◆ About this exercise ◆
Check each line of the data, and copy those where "serif" appears.

◆ Dataset records ◆
▽

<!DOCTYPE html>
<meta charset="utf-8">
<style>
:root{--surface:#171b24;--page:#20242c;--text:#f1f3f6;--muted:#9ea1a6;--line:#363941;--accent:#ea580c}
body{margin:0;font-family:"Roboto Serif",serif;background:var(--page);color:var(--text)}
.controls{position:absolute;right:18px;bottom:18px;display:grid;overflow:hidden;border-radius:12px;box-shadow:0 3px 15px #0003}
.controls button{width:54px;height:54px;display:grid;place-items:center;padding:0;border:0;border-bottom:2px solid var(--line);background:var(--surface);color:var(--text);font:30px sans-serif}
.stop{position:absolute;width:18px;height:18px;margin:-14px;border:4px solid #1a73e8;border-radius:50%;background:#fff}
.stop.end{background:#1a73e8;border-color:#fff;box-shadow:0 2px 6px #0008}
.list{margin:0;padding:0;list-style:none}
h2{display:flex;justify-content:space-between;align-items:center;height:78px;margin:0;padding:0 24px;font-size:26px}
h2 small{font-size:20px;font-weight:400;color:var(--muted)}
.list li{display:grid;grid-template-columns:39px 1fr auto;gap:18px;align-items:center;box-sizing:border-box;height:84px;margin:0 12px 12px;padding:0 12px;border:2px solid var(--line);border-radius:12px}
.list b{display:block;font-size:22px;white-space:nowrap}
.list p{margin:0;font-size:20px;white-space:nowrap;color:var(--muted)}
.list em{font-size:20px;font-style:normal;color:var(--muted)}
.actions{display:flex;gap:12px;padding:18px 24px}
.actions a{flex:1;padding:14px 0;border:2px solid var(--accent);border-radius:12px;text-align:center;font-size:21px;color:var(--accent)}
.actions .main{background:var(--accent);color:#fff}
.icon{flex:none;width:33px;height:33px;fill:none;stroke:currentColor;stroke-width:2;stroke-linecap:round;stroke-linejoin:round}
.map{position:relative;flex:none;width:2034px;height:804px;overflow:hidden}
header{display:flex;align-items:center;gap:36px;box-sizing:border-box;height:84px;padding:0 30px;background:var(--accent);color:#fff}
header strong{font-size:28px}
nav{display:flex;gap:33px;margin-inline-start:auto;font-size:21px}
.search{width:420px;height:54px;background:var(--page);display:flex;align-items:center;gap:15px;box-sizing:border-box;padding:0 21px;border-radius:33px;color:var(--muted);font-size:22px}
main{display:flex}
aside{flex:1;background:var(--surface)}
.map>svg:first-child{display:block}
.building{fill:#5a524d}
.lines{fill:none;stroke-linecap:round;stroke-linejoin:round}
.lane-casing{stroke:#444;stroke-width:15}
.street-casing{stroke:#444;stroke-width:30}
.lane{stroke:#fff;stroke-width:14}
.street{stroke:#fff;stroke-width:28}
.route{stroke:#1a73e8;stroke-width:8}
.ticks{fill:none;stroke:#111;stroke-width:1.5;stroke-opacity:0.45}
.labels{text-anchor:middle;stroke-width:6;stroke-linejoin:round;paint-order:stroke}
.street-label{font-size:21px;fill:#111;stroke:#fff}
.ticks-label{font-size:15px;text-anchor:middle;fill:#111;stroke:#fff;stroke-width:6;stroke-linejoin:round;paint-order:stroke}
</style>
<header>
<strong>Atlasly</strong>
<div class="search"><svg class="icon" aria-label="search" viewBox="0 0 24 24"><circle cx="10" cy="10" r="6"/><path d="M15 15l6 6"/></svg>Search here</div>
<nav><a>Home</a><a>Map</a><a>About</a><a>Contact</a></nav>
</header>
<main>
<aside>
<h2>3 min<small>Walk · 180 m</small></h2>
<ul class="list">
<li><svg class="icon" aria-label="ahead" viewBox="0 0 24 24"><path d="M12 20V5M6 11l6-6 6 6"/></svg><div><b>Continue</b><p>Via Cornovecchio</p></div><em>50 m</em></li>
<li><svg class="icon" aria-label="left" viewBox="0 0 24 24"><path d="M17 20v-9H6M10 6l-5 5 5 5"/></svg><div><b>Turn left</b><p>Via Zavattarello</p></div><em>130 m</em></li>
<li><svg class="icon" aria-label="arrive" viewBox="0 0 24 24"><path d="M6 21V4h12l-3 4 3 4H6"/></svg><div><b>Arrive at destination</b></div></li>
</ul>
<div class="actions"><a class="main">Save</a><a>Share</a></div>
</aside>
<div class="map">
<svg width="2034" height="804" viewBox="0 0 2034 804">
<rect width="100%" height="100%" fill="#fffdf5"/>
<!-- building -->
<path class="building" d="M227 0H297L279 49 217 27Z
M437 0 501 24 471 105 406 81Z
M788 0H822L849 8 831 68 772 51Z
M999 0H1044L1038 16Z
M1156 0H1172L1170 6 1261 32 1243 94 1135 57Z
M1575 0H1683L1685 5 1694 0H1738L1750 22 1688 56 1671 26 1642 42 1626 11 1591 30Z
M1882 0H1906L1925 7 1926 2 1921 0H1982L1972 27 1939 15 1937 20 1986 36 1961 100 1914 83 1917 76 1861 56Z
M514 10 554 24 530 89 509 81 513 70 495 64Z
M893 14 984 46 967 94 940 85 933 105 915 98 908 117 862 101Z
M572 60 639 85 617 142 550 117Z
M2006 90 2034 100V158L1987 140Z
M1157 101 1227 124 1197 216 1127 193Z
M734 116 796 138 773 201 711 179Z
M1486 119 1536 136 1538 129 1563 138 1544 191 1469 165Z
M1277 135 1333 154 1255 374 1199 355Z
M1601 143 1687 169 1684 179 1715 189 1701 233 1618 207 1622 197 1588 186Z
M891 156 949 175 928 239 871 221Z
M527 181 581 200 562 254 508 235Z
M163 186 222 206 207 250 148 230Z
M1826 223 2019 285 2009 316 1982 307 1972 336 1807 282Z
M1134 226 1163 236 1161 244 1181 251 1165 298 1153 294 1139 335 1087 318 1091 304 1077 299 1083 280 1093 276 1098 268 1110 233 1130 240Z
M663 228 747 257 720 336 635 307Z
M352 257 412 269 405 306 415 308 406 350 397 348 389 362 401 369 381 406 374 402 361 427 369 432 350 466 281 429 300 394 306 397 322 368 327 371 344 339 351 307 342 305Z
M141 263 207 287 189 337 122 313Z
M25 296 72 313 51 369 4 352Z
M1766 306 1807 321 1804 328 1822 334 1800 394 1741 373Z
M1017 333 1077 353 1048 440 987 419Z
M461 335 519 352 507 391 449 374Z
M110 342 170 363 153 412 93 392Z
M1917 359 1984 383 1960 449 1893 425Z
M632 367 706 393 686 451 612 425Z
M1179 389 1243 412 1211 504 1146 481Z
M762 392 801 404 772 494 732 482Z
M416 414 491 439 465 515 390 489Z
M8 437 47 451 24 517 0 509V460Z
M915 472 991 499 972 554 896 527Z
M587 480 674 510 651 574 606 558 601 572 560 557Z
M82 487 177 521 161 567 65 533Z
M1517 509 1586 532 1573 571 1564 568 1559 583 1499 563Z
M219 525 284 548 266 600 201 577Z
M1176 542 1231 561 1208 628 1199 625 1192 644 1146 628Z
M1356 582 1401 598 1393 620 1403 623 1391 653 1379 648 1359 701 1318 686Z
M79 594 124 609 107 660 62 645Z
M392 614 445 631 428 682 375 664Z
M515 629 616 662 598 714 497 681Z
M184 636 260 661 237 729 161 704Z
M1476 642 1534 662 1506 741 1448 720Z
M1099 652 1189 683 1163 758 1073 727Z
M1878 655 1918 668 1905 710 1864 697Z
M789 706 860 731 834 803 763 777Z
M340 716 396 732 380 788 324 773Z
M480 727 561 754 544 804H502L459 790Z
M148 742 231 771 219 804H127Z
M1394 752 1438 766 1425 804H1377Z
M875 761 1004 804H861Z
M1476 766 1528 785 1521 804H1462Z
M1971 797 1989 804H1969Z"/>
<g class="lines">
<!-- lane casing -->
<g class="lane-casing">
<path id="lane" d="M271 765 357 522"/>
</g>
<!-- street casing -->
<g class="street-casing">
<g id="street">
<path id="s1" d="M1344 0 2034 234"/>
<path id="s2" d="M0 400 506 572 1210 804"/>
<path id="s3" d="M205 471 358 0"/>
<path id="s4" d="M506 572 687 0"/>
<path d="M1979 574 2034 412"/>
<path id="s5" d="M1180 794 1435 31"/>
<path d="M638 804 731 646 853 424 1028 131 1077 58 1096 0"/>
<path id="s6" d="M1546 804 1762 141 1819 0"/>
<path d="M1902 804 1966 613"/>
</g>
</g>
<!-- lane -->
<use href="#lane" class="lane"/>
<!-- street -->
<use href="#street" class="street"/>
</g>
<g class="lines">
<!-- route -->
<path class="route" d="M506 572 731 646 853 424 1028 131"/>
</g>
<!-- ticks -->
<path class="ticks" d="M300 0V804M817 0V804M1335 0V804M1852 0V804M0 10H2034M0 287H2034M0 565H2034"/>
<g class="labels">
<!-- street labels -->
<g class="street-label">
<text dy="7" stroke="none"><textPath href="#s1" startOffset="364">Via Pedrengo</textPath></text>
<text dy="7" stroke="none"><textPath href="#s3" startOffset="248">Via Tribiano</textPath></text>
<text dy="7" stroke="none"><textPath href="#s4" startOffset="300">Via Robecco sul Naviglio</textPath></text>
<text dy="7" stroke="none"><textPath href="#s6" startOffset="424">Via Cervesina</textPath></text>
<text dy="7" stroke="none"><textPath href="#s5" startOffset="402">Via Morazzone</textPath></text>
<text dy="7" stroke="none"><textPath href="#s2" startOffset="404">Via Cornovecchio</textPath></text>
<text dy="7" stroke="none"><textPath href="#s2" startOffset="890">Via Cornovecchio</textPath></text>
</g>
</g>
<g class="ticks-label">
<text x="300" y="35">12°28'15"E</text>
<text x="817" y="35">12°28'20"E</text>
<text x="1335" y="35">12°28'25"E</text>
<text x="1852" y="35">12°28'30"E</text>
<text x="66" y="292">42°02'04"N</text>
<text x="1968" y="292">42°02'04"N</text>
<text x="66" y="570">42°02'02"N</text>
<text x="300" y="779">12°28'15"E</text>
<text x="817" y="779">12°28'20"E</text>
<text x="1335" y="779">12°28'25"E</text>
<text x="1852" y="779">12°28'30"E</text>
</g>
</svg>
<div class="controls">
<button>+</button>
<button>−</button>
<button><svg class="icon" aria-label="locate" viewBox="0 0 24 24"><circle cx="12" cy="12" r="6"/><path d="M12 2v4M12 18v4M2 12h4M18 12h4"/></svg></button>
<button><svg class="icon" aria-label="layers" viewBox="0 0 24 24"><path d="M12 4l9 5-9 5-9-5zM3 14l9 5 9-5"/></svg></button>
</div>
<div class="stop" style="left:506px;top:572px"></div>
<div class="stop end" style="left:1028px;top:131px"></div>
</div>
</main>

△

◆ Task response ◆
body{margin:0;font-family:"Roboto Serif",serif;background:var(--page);color:var(--text)}
.controls button{width:54px;height:54px;display:grid;place-items:center;padding:0;border:0;border-bottom:2px solid var(--line);background:var(--surface);color:var(--text);font:30px sans-serif}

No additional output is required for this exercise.